• What the task asks:
With the pictures left out, restate exactly the part below that opens with the line containing "Describe the page" and closes with the line containing "Instruction: Describe the".

------------

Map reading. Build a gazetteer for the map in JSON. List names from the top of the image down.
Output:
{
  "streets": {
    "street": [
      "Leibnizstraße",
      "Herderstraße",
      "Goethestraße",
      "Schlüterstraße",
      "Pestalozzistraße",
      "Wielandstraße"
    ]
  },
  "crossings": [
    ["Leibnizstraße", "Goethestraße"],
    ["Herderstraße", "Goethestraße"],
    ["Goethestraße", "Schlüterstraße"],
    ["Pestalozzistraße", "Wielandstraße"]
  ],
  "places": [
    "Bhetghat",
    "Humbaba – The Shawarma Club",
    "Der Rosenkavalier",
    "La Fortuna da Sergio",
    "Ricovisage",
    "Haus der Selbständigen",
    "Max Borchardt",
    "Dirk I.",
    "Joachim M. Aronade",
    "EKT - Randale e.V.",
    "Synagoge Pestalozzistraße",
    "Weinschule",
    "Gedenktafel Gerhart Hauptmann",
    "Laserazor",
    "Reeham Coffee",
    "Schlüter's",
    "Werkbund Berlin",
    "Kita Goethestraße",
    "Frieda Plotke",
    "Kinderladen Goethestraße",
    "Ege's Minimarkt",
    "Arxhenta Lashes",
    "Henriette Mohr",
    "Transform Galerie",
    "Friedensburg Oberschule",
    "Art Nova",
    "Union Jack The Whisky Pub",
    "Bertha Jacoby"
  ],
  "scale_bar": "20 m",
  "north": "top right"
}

------------

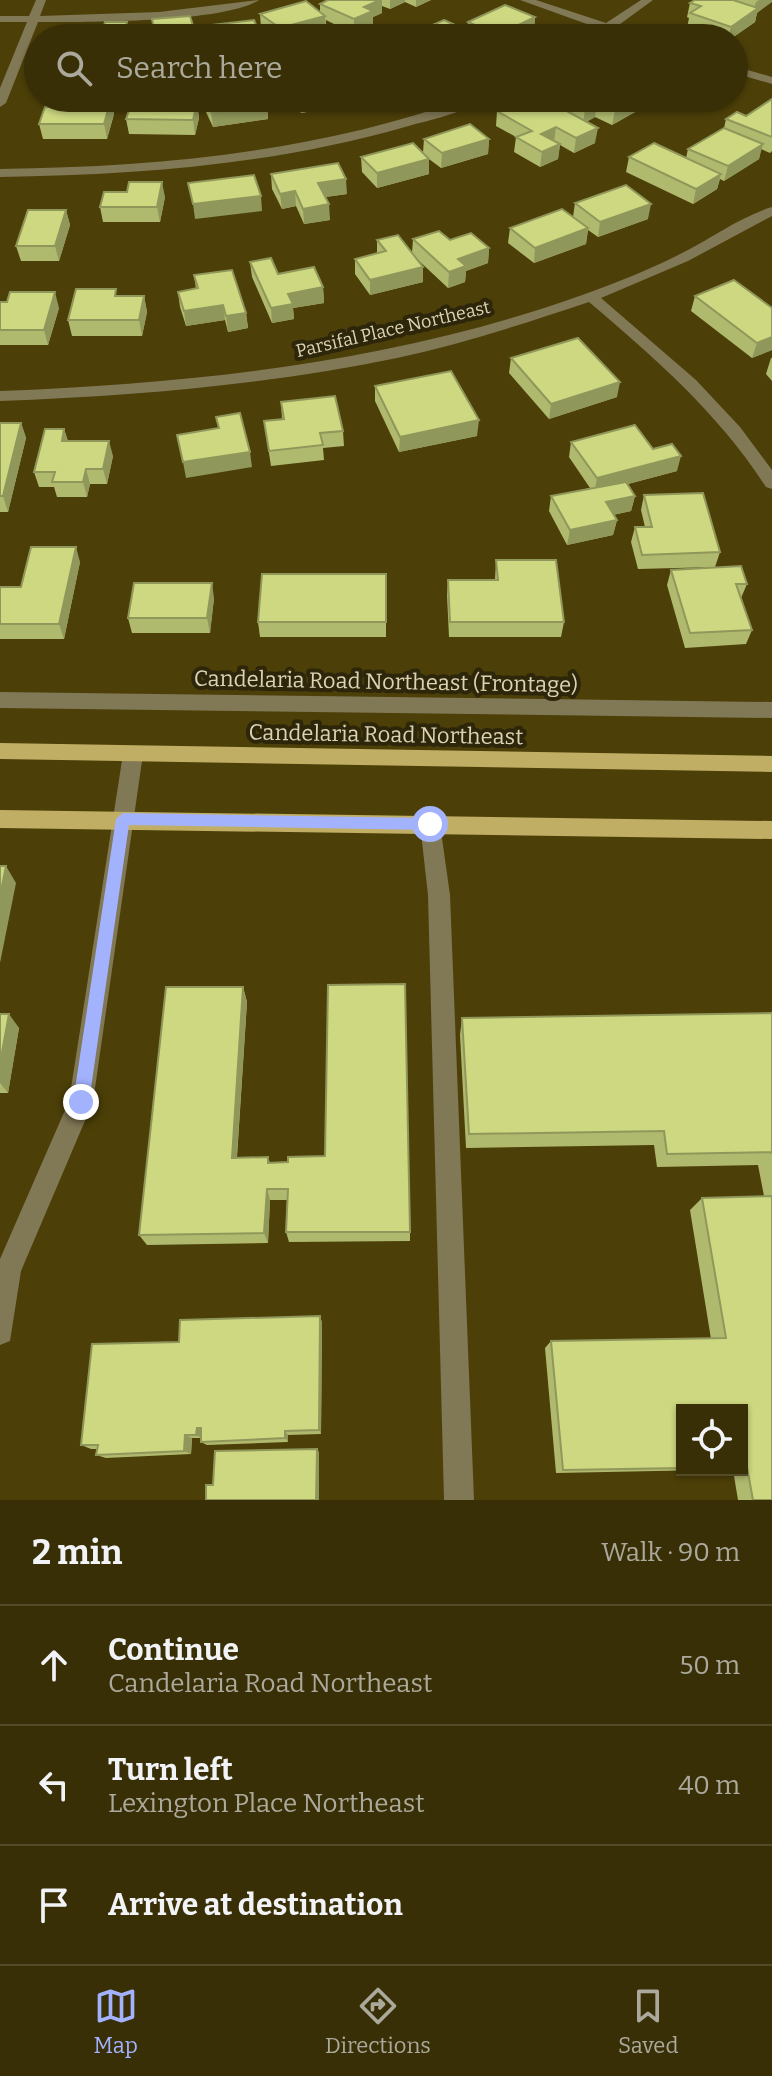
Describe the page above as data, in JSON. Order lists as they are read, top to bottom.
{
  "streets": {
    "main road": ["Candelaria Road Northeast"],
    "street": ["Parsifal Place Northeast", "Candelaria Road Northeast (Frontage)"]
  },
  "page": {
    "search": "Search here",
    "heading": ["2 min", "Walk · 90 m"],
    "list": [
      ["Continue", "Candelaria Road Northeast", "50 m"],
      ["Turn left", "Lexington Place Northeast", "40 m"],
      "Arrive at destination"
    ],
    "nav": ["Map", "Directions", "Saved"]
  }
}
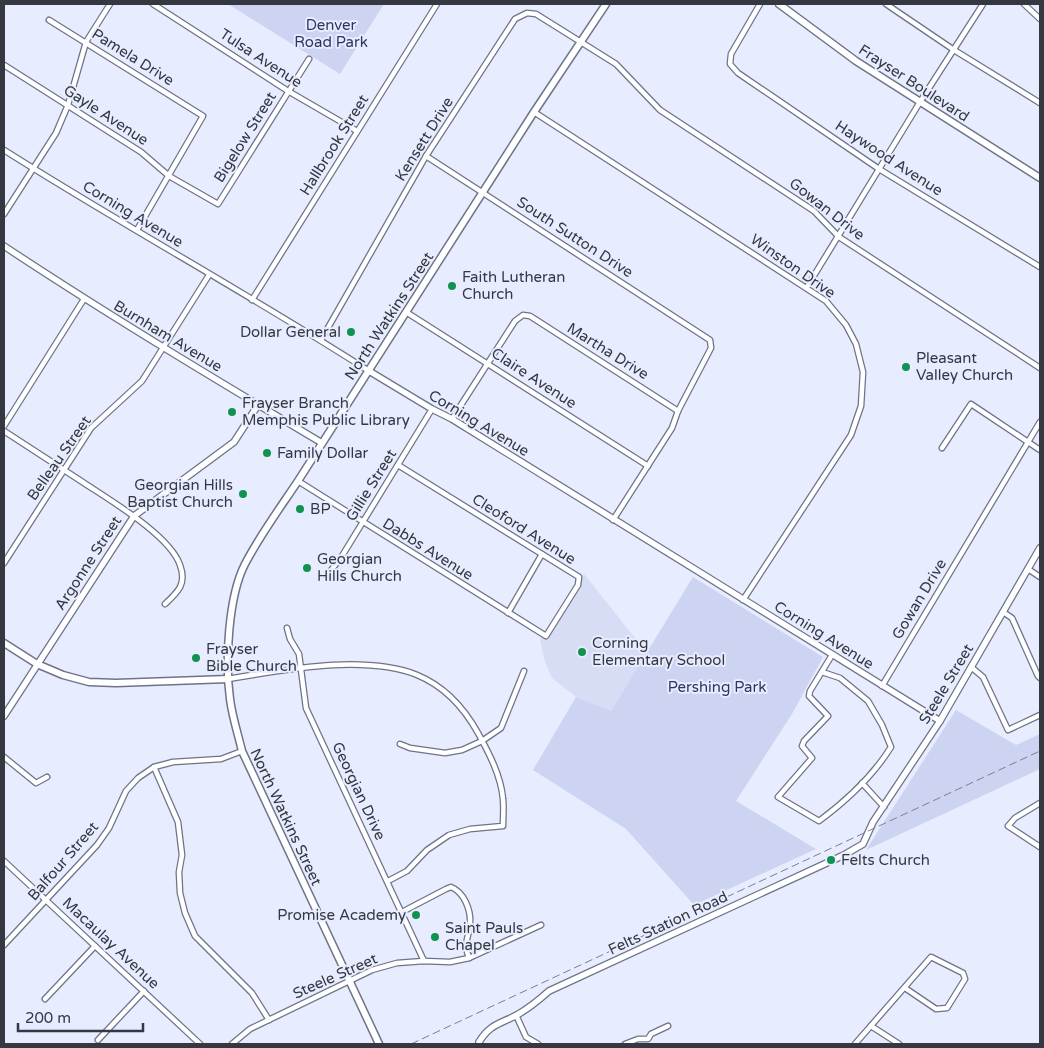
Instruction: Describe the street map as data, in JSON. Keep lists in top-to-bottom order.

------------

• Solution to the exercise:
Describe the page above as data, in JSON. Order lists as they are read, top to bottom.
{
  "streets": {
    "main road": ["Candelaria Road Northeast"],
    "street": ["Parsifal Place Northeast", "Candelaria Road Northeast (Frontage)"]
  },
  "page": {
    "search": "Search here",
    "heading": ["2 min", "Walk · 90 m"],
    "list": [
      ["Continue", "Candelaria Road Northeast", "50 m"],
      ["Turn left", "Lexington Place Northeast", "40 m"],
      "Arrive at destination"
    ],
    "nav": ["Map", "Directions", "Saved"]
  }
}
Instruction: Describe the street map as data, in JSON. Keep lists in top-to-bottom order.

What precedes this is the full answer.